INSTRUCTIONS FOR THE TASK:
Reproduce the whole of the records exactly, and make sure no picture is carried into the result.

%%

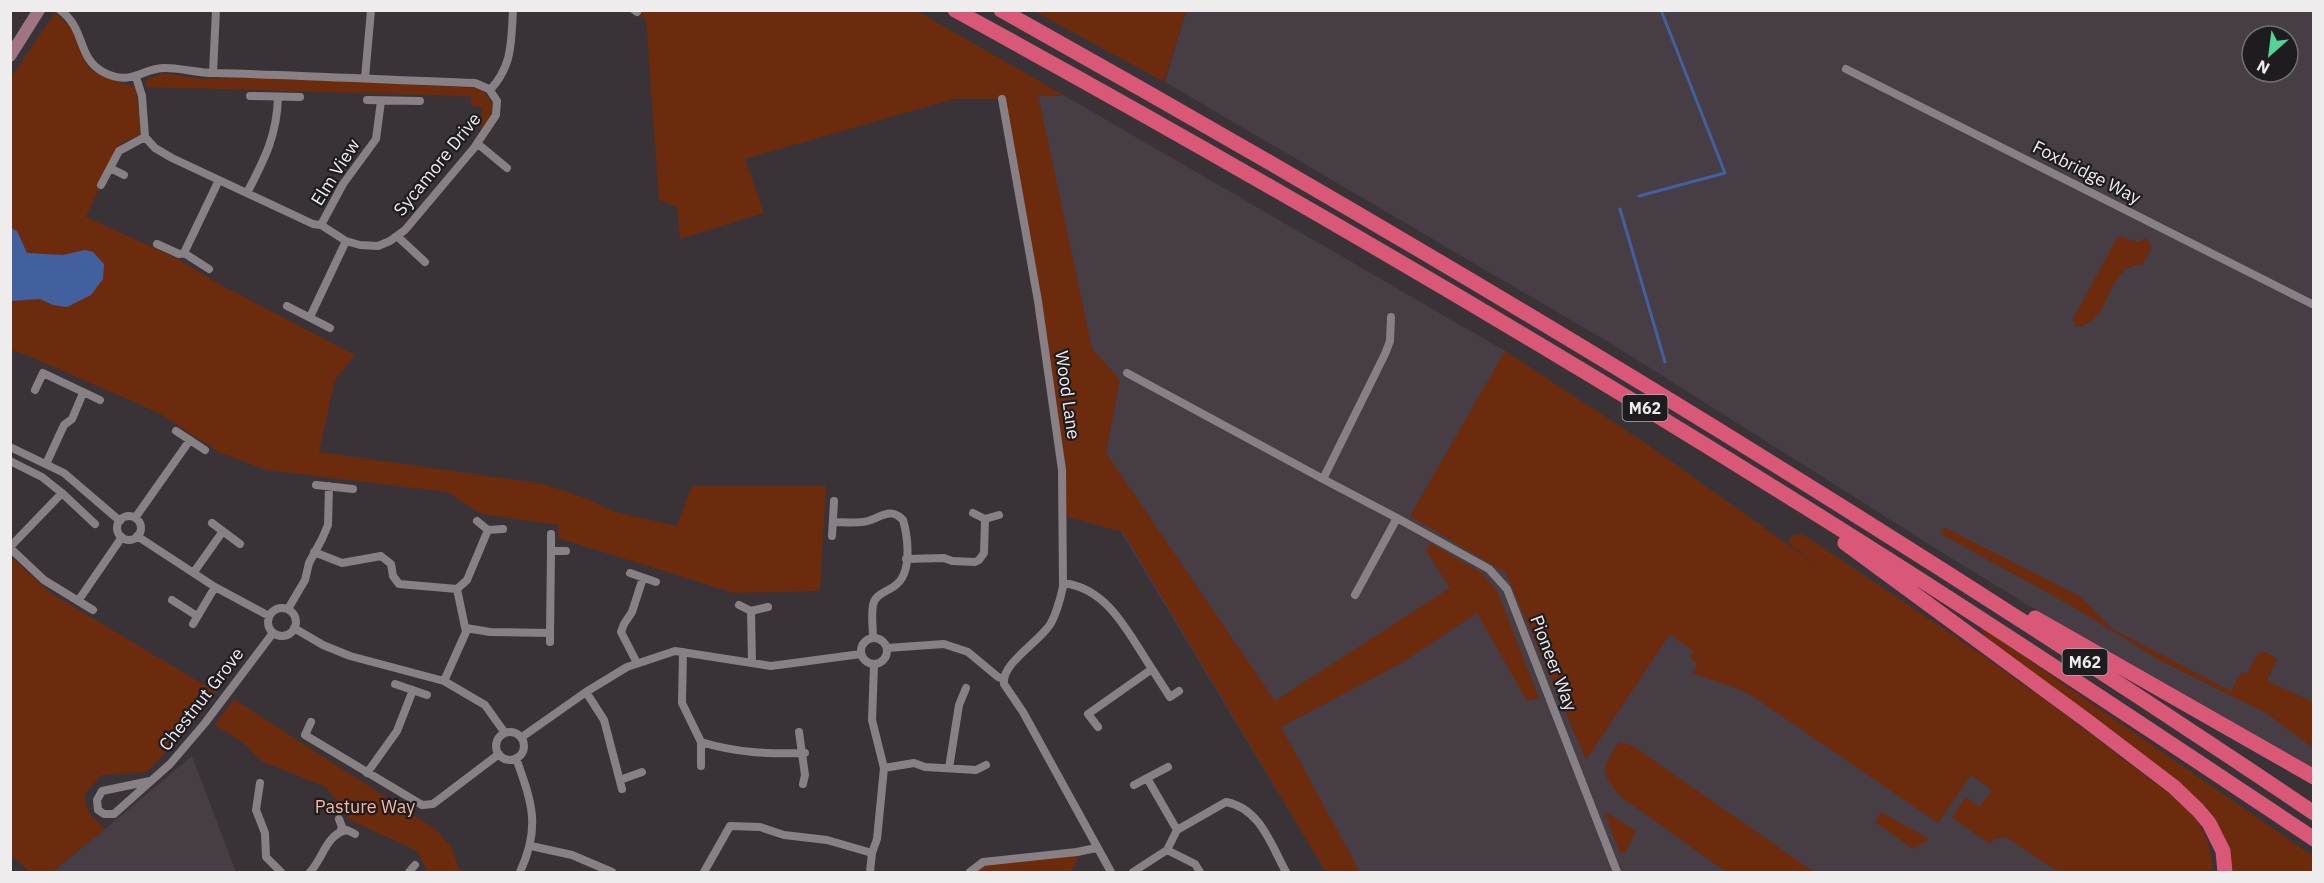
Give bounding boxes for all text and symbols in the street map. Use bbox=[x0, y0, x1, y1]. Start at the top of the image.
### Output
north arrow bbox=[2240, 24, 2300, 84]
text: N bbox=[2253, 56, 2273, 79]
street label: Sycamore Drive bbox=[388, 108, 486, 220]
street label: Elm View bbox=[306, 134, 365, 210]
street label: Foxbridge Way bbox=[2029, 135, 2145, 209]
street label: Wood Lane bbox=[1050, 349, 1086, 441]
road number: M62 bbox=[1622, 395, 1668, 421]
street label: Pioneer Way bbox=[1525, 612, 1583, 714]
street label: Chestnut Grove bbox=[154, 643, 249, 755]
road number: M62 bbox=[2062, 649, 2108, 675]
park label: Pasture Way bbox=[315, 795, 415, 818]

%%

RESPONSE BOX:
Give bounding boxes for all text and symbols in the street map. Use bbox=[x0, y0, x1, y1]. Start at the top of the image.
### Output
north arrow bbox=[2240, 24, 2300, 84]
text: N bbox=[2253, 56, 2273, 79]
street label: Sycamore Drive bbox=[388, 108, 486, 220]
street label: Elm View bbox=[306, 134, 365, 210]
street label: Foxbridge Way bbox=[2029, 135, 2145, 209]
street label: Wood Lane bbox=[1050, 349, 1086, 441]
road number: M62 bbox=[1622, 395, 1668, 421]
street label: Pioneer Way bbox=[1525, 612, 1583, 714]
street label: Chestnut Grove bbox=[154, 643, 249, 755]
road number: M62 bbox=[2062, 649, 2108, 675]
park label: Pasture Way bbox=[315, 795, 415, 818]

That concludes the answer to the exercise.